→ Material provided
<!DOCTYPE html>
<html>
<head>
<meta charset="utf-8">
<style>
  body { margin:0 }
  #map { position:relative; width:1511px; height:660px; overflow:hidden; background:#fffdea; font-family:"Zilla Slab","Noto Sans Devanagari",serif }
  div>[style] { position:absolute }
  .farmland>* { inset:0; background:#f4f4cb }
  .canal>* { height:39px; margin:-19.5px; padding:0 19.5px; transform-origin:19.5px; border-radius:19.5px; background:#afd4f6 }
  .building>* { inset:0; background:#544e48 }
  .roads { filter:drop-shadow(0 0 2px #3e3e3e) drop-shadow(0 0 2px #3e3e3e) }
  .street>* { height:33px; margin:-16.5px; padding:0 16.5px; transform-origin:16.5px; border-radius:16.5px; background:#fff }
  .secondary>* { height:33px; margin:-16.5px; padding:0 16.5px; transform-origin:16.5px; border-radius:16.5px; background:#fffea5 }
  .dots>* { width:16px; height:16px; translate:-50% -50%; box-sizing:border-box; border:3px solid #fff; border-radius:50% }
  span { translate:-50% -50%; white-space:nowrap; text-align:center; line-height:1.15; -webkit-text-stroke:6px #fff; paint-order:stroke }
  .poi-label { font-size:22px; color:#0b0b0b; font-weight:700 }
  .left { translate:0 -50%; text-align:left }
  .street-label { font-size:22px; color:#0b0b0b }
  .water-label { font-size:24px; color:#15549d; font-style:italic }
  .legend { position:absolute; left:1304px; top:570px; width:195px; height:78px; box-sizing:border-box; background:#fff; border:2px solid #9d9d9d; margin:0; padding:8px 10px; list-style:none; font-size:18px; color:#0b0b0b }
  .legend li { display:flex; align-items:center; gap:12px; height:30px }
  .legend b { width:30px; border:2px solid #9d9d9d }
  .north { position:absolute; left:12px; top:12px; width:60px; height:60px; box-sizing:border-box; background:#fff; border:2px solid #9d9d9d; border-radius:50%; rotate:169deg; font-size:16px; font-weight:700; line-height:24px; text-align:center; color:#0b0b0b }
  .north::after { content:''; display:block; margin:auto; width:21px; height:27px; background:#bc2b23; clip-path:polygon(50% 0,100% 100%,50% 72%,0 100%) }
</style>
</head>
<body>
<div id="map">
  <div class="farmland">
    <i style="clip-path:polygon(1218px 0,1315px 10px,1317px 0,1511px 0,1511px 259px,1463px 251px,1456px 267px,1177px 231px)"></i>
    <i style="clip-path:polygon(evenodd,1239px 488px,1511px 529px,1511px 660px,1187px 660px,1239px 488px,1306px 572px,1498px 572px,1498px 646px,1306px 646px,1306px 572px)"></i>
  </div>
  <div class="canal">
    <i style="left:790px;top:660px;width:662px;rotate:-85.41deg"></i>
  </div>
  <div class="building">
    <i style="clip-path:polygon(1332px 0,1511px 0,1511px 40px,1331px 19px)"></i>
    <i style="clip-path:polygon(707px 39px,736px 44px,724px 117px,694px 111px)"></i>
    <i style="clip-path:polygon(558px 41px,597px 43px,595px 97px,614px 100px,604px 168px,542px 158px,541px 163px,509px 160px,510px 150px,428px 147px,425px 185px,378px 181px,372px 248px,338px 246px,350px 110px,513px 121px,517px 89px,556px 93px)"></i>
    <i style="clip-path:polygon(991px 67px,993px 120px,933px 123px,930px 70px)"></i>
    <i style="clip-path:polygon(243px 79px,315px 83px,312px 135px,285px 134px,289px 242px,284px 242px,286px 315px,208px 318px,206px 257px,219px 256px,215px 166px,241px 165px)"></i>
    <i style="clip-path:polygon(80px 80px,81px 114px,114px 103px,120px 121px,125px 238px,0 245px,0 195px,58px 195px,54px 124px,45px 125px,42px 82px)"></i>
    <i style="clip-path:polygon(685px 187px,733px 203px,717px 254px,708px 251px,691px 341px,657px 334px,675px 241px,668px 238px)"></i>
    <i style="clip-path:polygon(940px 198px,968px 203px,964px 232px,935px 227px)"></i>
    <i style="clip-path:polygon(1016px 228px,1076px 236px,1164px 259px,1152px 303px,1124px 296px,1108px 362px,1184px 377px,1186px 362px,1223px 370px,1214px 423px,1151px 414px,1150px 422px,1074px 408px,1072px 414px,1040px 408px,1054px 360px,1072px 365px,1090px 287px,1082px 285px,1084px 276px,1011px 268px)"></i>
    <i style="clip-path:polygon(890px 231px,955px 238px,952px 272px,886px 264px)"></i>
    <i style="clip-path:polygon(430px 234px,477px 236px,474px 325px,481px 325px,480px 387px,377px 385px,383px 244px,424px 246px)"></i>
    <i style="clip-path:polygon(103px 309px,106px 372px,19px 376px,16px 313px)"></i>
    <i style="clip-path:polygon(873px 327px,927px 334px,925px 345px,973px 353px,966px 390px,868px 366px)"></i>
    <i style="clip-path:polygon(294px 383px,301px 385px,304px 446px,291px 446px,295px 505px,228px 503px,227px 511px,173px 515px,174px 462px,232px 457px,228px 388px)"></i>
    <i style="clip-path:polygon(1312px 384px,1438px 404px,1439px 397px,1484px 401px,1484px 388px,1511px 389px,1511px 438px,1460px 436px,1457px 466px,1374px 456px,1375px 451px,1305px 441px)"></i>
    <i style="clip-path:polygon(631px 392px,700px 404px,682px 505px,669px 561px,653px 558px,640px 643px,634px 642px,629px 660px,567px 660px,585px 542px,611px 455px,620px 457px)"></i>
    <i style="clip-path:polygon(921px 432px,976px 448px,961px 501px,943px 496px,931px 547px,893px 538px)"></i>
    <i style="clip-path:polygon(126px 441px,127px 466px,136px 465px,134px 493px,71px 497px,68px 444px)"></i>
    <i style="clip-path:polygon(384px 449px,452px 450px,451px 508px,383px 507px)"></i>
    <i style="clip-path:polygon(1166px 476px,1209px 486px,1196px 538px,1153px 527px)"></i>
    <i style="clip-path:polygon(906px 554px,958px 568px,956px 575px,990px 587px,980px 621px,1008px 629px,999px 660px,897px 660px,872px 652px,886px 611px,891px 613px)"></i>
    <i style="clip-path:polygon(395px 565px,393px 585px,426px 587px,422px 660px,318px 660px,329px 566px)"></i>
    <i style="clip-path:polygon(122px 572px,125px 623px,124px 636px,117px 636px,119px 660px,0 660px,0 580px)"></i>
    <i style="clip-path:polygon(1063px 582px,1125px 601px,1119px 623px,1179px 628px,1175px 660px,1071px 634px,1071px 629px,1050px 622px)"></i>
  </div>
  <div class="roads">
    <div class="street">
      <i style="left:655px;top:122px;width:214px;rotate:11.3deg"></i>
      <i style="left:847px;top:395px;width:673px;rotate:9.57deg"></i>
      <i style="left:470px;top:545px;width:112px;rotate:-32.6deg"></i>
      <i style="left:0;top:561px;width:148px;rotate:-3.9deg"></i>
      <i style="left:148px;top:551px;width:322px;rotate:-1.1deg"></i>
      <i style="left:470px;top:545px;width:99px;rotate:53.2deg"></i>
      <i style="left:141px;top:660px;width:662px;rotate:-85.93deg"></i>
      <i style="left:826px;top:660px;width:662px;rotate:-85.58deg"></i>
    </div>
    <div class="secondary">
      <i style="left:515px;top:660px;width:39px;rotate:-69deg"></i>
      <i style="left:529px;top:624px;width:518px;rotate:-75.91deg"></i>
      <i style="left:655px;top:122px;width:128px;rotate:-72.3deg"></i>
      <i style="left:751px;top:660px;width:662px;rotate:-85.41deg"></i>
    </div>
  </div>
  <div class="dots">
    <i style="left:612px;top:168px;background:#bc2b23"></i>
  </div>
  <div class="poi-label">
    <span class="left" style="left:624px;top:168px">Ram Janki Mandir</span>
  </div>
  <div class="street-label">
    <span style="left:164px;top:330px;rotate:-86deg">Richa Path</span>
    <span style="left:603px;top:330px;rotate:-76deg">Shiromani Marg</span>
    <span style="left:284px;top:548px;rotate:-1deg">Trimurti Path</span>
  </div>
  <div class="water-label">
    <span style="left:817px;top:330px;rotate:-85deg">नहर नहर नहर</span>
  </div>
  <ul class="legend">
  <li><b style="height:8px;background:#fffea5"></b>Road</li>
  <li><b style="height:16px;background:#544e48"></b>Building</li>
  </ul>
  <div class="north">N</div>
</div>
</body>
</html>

→ Task prompt
Within the listing above, extract exactly the lines from the line with "font-size:24px; color:#15549d; font-style:italic" to the line with "width:30px; border:2px solid", the two named lines included, and no others.

→ Answer space
  .water-label { font-size:24px; color:#15549d; font-style:italic }
  .legend { position:absolute; left:1304px; top:570px; width:195px; height:78px; box-sizing:border-box; background:#fff; border:2px solid #9d9d9d; margin:0; padding:8px 10px; list-style:none; font-size:18px; color:#0b0b0b }
  .legend li { display:flex; align-items:center; gap:12px; height:30px }
  .legend b { width:30px; border:2px solid #9d9d9d }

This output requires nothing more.